Everything from the line containing "position:absolute; left:556px; top:18px;" through the line containing "position:absolute; left:484px; top:606px;" should be repeated exactly, and nothing else from the data.

* * * * * * *

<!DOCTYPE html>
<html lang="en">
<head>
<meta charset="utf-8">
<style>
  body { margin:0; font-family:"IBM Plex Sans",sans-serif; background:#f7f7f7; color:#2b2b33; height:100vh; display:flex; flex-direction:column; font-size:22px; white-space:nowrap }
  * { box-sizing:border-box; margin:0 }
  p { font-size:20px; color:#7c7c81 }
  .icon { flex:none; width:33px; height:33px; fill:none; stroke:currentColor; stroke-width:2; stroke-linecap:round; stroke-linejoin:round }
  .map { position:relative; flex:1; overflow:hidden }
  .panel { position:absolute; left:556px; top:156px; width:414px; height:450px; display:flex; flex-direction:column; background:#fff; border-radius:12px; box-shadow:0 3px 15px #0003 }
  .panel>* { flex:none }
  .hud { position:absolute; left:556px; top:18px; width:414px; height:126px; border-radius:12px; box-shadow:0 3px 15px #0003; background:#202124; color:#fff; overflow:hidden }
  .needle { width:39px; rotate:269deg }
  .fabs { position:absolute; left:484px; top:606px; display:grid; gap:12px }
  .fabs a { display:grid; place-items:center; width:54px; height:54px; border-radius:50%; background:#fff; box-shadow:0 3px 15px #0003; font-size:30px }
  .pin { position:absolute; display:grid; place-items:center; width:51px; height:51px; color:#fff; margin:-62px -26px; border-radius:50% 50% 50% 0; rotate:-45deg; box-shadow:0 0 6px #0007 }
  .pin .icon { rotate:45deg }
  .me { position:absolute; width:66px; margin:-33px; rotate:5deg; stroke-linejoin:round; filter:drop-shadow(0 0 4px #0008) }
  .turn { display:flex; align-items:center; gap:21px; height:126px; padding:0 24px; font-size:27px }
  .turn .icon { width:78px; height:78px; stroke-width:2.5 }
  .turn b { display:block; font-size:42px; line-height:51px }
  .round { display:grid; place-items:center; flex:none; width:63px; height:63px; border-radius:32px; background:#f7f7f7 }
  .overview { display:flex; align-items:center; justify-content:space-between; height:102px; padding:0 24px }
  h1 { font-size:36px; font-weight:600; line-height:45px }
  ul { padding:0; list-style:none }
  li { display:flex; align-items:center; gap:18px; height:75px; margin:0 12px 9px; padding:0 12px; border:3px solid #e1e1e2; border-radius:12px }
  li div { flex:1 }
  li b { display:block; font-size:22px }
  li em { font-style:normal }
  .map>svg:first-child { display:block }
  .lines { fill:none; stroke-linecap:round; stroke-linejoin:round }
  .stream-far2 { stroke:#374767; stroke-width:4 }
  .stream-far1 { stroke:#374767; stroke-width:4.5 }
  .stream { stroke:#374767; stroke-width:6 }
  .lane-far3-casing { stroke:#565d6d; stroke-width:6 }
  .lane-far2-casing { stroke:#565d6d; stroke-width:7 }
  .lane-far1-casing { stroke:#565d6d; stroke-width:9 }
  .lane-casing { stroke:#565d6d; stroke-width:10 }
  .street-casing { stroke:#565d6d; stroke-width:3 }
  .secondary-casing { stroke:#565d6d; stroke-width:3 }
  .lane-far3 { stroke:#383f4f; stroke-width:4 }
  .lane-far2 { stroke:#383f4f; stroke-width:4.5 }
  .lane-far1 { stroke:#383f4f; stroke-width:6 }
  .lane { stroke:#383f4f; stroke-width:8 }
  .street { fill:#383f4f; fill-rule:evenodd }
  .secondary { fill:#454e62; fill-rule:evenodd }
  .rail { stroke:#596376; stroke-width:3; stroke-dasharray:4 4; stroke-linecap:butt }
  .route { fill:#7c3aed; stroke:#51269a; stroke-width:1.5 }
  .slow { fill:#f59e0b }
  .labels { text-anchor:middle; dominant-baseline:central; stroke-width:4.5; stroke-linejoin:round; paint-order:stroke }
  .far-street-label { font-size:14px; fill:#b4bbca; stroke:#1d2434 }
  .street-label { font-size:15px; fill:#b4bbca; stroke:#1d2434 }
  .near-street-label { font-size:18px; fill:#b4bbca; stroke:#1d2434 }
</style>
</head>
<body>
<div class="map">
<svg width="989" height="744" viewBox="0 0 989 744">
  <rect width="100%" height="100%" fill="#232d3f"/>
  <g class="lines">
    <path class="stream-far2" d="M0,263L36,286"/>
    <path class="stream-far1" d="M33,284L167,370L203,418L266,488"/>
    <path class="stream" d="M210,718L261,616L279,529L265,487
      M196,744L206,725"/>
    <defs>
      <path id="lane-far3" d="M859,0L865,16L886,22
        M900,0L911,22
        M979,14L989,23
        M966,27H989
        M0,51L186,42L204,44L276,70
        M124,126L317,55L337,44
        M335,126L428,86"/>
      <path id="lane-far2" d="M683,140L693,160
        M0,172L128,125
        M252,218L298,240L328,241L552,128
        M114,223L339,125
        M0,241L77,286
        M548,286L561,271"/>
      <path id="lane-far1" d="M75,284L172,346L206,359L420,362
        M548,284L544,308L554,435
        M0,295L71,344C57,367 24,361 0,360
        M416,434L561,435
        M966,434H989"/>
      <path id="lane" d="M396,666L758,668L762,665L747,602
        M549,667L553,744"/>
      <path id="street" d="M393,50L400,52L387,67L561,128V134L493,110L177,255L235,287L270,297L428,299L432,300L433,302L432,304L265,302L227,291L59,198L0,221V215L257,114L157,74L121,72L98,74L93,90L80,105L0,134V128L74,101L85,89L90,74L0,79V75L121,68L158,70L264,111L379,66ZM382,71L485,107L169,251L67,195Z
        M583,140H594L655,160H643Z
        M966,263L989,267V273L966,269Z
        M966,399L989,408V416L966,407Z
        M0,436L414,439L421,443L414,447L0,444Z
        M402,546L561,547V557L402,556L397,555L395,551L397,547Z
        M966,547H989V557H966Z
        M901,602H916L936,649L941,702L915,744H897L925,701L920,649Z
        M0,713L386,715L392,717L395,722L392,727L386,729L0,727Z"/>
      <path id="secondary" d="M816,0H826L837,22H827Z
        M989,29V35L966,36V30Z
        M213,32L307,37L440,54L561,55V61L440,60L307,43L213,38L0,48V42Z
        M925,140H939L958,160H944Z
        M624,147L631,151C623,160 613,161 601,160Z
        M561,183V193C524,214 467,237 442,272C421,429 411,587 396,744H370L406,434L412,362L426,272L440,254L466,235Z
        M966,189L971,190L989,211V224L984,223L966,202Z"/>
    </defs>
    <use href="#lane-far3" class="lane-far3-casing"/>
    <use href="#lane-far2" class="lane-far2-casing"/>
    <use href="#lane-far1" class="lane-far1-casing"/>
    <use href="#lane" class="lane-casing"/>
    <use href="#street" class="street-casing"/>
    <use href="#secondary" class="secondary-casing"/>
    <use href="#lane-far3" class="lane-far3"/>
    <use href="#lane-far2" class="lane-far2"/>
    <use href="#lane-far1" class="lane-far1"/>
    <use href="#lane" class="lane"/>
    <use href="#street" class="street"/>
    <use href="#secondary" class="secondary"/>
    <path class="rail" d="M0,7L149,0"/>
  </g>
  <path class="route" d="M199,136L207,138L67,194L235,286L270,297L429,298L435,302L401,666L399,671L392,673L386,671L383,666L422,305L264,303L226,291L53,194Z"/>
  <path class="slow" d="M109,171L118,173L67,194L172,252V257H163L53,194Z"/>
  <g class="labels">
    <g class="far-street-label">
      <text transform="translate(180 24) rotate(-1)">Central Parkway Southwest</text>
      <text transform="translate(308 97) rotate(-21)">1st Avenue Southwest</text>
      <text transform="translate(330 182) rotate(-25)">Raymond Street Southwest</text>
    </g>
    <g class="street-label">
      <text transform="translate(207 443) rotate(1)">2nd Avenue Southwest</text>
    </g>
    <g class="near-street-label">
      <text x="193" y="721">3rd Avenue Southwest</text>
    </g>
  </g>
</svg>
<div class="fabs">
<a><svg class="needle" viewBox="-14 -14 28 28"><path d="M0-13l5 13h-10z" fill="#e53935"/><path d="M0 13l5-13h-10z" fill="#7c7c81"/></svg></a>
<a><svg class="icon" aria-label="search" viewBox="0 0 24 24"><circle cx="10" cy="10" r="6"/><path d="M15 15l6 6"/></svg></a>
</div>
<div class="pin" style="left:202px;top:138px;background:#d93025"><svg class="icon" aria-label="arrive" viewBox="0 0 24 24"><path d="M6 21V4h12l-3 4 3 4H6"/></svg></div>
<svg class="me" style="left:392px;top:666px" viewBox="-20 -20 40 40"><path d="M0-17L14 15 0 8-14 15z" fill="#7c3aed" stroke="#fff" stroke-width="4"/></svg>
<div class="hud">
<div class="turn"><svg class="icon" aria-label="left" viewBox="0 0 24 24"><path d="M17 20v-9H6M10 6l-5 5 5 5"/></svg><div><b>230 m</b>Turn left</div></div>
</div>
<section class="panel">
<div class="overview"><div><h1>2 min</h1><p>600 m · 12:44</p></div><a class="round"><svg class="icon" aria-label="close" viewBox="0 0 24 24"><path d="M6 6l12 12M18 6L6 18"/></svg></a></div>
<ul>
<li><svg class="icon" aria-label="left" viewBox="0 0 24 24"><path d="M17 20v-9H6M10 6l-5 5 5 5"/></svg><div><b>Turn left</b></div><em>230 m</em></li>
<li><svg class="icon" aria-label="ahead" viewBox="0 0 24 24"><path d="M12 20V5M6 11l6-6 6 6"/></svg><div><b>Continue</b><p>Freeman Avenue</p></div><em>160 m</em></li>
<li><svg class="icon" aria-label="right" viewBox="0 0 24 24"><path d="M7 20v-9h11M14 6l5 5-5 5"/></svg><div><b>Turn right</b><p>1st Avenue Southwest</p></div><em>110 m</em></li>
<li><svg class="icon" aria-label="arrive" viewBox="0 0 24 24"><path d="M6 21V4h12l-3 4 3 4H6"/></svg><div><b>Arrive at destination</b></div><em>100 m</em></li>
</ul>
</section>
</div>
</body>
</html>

* * * * * * *

◆ REPLY ◆
  .hud { position:absolute; left:556px; top:18px; width:414px; height:126px; border-radius:12px; box-shadow:0 3px 15px #0003; background:#202124; color:#fff; overflow:hidden }
  .needle { width:39px; rotate:269deg }
  .fabs { position:absolute; left:484px; top:606px; display:grid; gap:12px }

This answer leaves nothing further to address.